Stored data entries
★ ★ ★ ★

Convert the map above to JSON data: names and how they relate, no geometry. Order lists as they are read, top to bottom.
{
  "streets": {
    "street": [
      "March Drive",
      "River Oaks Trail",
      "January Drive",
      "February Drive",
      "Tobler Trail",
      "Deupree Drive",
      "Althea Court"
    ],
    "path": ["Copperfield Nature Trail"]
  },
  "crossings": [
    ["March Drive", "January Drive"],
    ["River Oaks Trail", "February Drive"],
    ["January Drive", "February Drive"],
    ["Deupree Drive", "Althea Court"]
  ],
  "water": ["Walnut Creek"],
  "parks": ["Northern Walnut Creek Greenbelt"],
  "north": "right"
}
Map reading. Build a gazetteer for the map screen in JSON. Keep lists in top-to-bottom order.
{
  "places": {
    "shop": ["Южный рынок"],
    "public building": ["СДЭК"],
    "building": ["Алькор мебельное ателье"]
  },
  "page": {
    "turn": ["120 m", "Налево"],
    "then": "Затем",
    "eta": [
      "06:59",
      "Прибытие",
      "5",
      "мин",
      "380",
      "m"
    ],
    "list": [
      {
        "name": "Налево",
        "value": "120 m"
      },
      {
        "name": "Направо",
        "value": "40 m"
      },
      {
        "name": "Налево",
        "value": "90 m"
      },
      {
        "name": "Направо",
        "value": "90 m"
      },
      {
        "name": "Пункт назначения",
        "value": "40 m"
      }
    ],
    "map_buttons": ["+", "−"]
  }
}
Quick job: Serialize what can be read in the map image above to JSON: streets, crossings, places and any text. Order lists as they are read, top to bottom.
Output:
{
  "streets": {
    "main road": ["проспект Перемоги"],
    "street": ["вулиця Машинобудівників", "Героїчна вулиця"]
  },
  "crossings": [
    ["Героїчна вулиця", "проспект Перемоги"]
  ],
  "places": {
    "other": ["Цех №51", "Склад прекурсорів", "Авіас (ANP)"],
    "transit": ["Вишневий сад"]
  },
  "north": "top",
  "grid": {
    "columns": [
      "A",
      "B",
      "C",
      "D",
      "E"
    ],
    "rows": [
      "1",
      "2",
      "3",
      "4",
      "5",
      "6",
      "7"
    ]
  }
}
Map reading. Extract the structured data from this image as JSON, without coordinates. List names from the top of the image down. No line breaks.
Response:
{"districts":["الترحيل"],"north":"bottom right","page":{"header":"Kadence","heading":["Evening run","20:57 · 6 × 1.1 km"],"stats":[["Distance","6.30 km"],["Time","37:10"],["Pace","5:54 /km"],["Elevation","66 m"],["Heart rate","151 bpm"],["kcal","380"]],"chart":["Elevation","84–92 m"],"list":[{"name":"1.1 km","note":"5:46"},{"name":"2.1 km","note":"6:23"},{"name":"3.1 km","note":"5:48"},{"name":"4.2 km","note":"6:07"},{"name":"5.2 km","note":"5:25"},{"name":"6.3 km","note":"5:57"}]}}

★ ★ ★ ★

**Work instructions:** Write out each entry above exactly as it is written.

**Exercise output:**
Convert the map above to JSON data: names and how they relate, no geometry. Order lists as they are read, top to bottom.
{
  "streets": {
    "street": [
      "March Drive",
      "River Oaks Trail",
      "January Drive",
      "February Drive",
      "Tobler Trail",
      "Deupree Drive",
      "Althea Court"
    ],
    "path": ["Copperfield Nature Trail"]
  },
  "crossings": [
    ["March Drive", "January Drive"],
    ["River Oaks Trail", "February Drive"],
    ["January Drive", "February Drive"],
    ["Deupree Drive", "Althea Court"]
  ],
  "water": ["Walnut Creek"],
  "parks": ["Northern Walnut Creek Greenbelt"],
  "north": "right"
}
Map reading. Build a gazetteer for the map screen in JSON. Keep lists in top-to-bottom order.
{
  "places": {
    "shop": ["Южный рынок"],
    "public building": ["СДЭК"],
    "building": ["Алькор мебельное ателье"]
  },
  "page": {
    "turn": ["120 m", "Налево"],
    "then": "Затем",
    "eta": [
      "06:59",
      "Прибытие",
      "5",
      "мин",
      "380",
      "m"
    ],
    "list": [
      {
        "name": "Налево",
        "value": "120 m"
      },
      {
        "name": "Направо",
        "value": "40 m"
      },
      {
        "name": "Налево",
        "value": "90 m"
      },
      {
        "name": "Направо",
        "value": "90 m"
      },
      {
        "name": "Пункт назначения",
        "value": "40 m"
      }
    ],
    "map_buttons": ["+", "−"]
  }
}
Quick job: Serialize what can be read in the map image above to JSON: streets, crossings, places and any text. Order lists as they are read, top to bottom.
Output:
{
  "streets": {
    "main road": ["проспект Перемоги"],
    "street": ["вулиця Машинобудівників", "Героїчна вулиця"]
  },
  "crossings": [
    ["Героїчна вулиця", "проспект Перемоги"]
  ],
  "places": {
    "other": ["Цех №51", "Склад прекурсорів", "Авіас (ANP)"],
    "transit": ["Вишневий сад"]
  },
  "north": "top",
  "grid": {
    "columns": [
      "A",
      "B",
      "C",
      "D",
      "E"
    ],
    "rows": [
      "1",
      "2",
      "3",
      "4",
      "5",
      "6",
      "7"
    ]
  }
}
Map reading. Extract the structured data from this image as JSON, without coordinates. List names from the top of the image down. No line breaks.
Response:
{"districts":["الترحيل"],"north":"bottom right","page":{"header":"Kadence","heading":["Evening run","20:57 · 6 × 1.1 km"],"stats":[["Distance","6.30 km"],["Time","37:10"],["Pace","5:54 /km"],["Elevation","66 m"],["Heart rate","151 bpm"],["kcal","380"]],"chart":["Elevation","84–92 m"],"list":[{"name":"1.1 km","note":"5:46"},{"name":"2.1 km","note":"6:23"},{"name":"3.1 km","note":"5:48"},{"name":"4.2 km","note":"6:07"},{"name":"5.2 km","note":"5:25"},{"name":"6.3 km","note":"5:57"}]}}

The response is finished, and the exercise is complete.